She ended up adding a touch of her spicy oil to the undersized portion of steamed fish that made up their morning meal to liven the flavour a little. There wasn’t anything she could really do about the moss though.

If it wasn’t bad enough that it’s bland, now there’s even less of it than before I left…

It took her a lot longer than it should have to re-don her leathers in preparation for her day with Elder Blonc, and she was certain that she’d made at least a few mistakes in doing so, even after going over it several times to check.

She left for the training grounds when it became a choice between being late or giving up looking for mistakes, accompanied by Plk who was heading to the mages side of the space. Her brother continued to ask questions now that he didn’t have to compete with the rest of the clutch for her attention.

He was both curious and incredibly amused that his smallest sibling was going to be training with the warriors. If anyone looked at the bunch of them and needed to pick out the fighters amongst the clutch, he was certain that she’d be firmly the last one anyone would suspect. Of course, the rest of the clutch knew better. No one wrestled with Kori. She cheated. The tip of Qot’s tail never did grow back right after she’d bit it when they were younger.

He’d been on the other side of the cavern from the warriors for the last year while he was training, so had seen many different ways they trained off in the distance. Weapons, armour, one on one or group sparring, even how to treat wounds and the basics of field healing. That final one finally peaked Kori’s interest.

“Wait, they teach the apprentices how to heal?”

“Yeah, though just things like wrapping bandages and a lot of things not to do.” He grinned as he said the last part. “Their lesson on the things not to do when trying to keep your squadmate from bleeding to death was a lot longer than the one we got.
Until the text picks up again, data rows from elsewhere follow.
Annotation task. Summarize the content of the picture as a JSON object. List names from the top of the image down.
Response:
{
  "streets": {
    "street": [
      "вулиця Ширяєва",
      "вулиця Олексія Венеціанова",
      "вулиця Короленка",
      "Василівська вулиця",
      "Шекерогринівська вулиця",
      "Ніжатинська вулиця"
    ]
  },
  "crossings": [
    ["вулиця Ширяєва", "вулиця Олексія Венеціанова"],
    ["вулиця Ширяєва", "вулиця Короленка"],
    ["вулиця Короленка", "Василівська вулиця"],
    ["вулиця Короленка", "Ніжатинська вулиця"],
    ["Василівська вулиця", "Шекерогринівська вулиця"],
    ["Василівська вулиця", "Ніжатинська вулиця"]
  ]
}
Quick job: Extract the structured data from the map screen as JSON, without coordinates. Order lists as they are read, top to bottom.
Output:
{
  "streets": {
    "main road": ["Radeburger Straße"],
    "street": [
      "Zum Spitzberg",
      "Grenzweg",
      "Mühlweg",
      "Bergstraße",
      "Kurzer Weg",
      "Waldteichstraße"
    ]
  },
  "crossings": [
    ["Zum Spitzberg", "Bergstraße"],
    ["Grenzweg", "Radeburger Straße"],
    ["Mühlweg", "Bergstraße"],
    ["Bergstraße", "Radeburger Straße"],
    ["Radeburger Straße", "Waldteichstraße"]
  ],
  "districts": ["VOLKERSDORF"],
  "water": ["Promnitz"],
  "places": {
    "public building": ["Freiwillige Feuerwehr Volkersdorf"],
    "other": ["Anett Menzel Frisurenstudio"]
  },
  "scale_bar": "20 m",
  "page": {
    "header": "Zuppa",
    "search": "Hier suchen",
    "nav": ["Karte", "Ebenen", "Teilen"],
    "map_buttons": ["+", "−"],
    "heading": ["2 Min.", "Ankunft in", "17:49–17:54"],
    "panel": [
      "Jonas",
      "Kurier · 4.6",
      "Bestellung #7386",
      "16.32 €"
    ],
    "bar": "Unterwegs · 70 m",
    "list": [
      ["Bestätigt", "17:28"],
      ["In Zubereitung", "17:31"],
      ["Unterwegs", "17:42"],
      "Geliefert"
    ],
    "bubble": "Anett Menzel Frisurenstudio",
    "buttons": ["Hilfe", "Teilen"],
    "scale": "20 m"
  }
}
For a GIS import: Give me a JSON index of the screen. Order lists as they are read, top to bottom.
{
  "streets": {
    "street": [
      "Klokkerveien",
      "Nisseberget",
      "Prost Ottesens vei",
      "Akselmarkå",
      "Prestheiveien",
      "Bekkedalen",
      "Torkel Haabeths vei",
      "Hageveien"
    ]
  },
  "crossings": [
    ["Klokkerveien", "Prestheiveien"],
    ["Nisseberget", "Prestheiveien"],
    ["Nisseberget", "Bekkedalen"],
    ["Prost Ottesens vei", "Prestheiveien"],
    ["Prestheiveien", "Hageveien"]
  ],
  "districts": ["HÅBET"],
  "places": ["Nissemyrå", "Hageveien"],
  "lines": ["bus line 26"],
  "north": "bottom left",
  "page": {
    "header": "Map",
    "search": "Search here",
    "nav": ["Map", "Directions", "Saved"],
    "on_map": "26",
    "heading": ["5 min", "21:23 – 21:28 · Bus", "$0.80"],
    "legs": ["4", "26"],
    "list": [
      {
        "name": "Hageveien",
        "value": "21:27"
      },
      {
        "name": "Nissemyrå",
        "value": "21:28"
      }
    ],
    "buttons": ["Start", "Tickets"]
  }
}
They didn’t need to spend nearly as much time telling us not to wash a wound out with dirty water or that the torniquet went above the wound, not directly on top of it.”

“But… that’s… how…” Kori stuttered, unsure if she should be insulted that they trained them like they had rocks in their heads or outraged that she was now, sort of, one of them.

“Don’t worry, I’m sure they’ll go slow enough for you to understand.”

Either his comment or the large toothsome grin he bore, or both, probably both, earned him a smack on the shoulder. And though her might was ‘pitiful’ by the standards of some, it was still enough to send her magic weilder sibling stumbling into the wall of the tunnel they were in.

Her outrage at the teasing boiled over as she started in on him. “I don’t need lessons from them if they’re doing it like that!” She retorted. “I saved a trader’s life when we were attacked, you know? Had to help keep his insides, well, inside, while my salve and suspensions did their work.” She shuddered at the image her words had recalled, kneeled next to Aef with her hands covered in his blood, unsure if he would live or die.

The heat in her voice was gone when she spoke again. “Maybe I do need to learn how to treat the wounded better though…” There was an awkward silence while they continued onward, they were nearly at the great hall and their destination was just a short ways from there.

Interrupting the pause, Plk redirected the conversation to end the silence between them. “So, is Blonc going to train you or hand you off to one of the drill masters like the rest of the apprentices?”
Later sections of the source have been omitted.